When the Manager, a curious and powerful being, arrives at the tea shop and gives Wallace one week to cross over, Wallace sets about living a lifetime in seven days.
I was introduced to TJ Klune’s writing earlier this year with The House in the Cerulean Sea, which I absolutely adored. I was anxious to read his newest book, Under the Whispering Door, which just released this fall. I have so many thoughts about this book, I hardly know where to begin. First, I suppose, let me say that this was a 5-star read for me but I will acknowledge that it will definitely not be for everyone. It’s a tough book to categorize, as it’s an atypical love story between a ghost and a human, but also on a much deeper level a book about life and death, and things in between and things beyond.

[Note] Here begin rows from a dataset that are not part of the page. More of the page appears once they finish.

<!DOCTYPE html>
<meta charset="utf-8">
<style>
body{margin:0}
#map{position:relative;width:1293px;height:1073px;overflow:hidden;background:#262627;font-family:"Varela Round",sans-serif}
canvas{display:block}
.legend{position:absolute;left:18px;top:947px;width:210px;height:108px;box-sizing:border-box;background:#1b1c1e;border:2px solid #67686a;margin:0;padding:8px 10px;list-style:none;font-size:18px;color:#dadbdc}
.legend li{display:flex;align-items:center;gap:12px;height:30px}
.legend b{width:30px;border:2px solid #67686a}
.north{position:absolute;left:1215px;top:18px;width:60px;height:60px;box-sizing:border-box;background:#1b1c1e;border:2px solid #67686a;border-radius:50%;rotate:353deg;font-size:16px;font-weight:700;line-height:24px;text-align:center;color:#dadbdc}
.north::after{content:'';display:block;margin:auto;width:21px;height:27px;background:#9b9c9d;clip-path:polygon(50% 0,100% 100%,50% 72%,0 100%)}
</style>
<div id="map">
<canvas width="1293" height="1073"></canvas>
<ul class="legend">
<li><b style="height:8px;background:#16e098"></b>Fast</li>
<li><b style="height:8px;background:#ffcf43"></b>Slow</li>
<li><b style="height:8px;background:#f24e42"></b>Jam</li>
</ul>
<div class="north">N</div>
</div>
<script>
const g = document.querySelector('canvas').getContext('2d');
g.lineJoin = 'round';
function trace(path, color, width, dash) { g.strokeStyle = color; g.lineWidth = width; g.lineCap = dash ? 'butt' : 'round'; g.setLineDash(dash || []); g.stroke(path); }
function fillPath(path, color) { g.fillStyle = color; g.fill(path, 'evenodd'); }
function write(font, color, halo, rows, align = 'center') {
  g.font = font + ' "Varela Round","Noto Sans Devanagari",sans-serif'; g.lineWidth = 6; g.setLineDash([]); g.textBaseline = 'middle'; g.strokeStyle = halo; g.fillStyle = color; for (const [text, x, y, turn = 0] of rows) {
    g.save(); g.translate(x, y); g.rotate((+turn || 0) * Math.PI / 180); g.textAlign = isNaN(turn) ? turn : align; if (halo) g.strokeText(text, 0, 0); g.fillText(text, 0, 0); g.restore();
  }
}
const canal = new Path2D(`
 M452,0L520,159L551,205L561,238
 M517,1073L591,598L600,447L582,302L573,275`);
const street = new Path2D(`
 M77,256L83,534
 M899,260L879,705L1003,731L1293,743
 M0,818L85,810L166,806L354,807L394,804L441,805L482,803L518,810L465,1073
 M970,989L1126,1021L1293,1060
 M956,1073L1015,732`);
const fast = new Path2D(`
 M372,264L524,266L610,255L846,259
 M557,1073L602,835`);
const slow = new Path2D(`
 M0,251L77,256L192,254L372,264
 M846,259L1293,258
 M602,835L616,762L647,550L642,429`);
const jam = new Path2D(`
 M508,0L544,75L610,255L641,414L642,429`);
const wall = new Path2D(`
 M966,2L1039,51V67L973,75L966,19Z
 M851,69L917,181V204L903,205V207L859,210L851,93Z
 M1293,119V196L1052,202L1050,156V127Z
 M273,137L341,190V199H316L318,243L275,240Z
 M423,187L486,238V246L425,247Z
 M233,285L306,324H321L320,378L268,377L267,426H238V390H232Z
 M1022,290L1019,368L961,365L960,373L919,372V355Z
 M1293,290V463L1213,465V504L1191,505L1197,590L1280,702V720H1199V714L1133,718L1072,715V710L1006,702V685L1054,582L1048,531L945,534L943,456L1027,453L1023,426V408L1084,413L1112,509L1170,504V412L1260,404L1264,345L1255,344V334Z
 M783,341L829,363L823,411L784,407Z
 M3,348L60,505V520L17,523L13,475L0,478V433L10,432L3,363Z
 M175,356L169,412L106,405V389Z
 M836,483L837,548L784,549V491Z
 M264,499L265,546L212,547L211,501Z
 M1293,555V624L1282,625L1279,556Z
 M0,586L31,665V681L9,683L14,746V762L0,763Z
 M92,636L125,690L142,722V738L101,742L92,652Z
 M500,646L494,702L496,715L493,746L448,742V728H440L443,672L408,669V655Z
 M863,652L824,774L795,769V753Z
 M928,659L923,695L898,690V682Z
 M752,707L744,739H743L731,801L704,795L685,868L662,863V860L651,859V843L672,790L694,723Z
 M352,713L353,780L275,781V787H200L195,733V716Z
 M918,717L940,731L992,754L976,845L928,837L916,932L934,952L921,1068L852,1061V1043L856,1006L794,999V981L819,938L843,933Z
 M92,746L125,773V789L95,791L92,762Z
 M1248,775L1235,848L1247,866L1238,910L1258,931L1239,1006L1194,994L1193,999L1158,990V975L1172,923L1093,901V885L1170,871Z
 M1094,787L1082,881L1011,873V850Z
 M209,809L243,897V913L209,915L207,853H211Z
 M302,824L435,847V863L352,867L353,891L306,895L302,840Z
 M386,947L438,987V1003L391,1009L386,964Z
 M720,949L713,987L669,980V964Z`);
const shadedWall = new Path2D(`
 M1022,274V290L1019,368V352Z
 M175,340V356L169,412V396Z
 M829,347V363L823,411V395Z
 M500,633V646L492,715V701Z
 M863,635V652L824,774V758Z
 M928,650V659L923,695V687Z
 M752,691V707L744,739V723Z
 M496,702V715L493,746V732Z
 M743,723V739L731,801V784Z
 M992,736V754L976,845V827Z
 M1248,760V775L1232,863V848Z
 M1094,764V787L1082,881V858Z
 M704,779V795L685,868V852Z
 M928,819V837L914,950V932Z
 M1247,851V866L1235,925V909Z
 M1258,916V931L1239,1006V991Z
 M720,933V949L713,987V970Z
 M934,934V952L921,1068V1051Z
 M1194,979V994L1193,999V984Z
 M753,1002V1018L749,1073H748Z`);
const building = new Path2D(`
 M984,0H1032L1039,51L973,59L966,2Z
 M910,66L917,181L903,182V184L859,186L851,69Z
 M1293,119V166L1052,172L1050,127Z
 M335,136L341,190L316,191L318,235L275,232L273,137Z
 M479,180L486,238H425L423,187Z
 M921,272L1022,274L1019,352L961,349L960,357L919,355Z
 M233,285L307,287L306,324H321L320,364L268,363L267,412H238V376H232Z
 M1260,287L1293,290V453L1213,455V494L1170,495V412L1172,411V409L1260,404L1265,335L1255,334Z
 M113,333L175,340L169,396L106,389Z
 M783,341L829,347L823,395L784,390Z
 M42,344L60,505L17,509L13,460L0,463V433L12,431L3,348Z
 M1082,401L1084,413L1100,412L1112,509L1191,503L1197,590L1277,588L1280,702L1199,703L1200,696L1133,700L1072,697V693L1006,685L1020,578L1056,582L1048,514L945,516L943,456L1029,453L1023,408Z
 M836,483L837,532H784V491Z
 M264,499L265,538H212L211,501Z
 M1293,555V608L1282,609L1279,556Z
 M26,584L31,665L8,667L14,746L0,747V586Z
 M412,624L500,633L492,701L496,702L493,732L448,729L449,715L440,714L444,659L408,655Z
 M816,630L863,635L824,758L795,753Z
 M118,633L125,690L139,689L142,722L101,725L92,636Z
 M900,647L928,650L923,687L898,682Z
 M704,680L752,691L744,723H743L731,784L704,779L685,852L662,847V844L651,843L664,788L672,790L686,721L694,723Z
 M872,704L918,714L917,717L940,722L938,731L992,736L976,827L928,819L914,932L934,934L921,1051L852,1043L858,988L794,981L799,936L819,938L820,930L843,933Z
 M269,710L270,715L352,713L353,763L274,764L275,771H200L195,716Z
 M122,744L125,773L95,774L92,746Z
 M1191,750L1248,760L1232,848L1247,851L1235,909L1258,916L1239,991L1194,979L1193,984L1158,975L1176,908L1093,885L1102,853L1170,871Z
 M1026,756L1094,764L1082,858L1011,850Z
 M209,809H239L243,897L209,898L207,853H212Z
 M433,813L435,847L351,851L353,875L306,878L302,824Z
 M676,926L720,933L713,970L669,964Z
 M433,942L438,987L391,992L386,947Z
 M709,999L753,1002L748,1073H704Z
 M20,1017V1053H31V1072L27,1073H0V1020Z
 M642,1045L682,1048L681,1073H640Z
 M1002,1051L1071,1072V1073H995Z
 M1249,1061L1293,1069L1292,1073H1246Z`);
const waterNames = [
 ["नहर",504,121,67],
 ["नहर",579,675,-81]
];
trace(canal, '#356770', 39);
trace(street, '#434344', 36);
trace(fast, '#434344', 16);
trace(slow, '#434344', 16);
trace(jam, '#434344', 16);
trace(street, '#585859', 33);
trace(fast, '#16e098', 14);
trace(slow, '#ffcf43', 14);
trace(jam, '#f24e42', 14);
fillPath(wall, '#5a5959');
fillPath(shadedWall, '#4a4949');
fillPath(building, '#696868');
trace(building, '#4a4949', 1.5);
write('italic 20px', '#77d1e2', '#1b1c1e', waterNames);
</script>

Filled with irreverent humor presented with the dry wit I enjoyed so much in Cerulean Sea, Klune sets the reader on a grand adventure told through the story of Wallace Price. Wallace, to put it mildly, is a jackass. He’s a high-powered lawyer who is VERY good at his job which involves being ruthless, opinionated, and completely unattached in any way to his (ex) wife, business partners, employees or the world around him. He finds himself, annoyingly, dead at an early age from a heart attack and is taken to Charon’s Crossing Tea House (where they serve excellent tea and scones) to process this information and eventually make his way through the whispering door on the top floor of the tea house, to move on to the next stage in his journey. Along the way, though, Wallace decides he really wants a chance to live a better life and he finds himself becoming attached to the other residents of the tea house: Hugo, the ferryman, whose job is to help him move from the here to the after; Mei, the reaper, who has collected his soul (and also makes a mean scone); Nelson, Hugo’s grandfather, who is a tea shop resident and full of many life lessons to share; and Apollo, Hugo’s failed service dog, whose main goal in life is to get belly rubs and put a smile on someone’s face. By the end of the book, all of the characters had become friends to me and wormed their way into my heart.
Klune gives each of his characters a quirky, fun personality. Hugo is probably the most “normal” (whatever that means) of the group, if you’re willing to ignore the fact that he can see ghosts and works as a ferryman for the dead in between his long hours running the tea shop. Despite the fact that most of the book takes place on the grounds of the tea house itself, I found the action to be engaging and wanted to keep reading to see how Wallace would manage to navigate all the things being dead now means for him. I also appreciated the nod to Cernunnos that’s woven into the book (and reminded me a bit of Charles de Lint’s writings).
This isn’t an easy book. Beyond the lighthearted aspect of the plot of “a ghostly love story”, Klune embeds topics within the story about what it means to live a good life, what is death and what is life, and is there really something beyond the short time we’re alive here on the planet? One of my qualifications for a 5-star book is that it is one I will think about often, and one that will stick with me for years down the road. This one made the cut for both of those reasons and I’m glad I read it.
PS: Major props as well to TJ Klune for the fantastic playlist he’s put together on Spotify for the themes of this book. I enjoyed listening to that as well. (Link to the playlist can be found on his blog here, if you’re interested.)
This is book 15/24 for the Fall Into Reading challenge.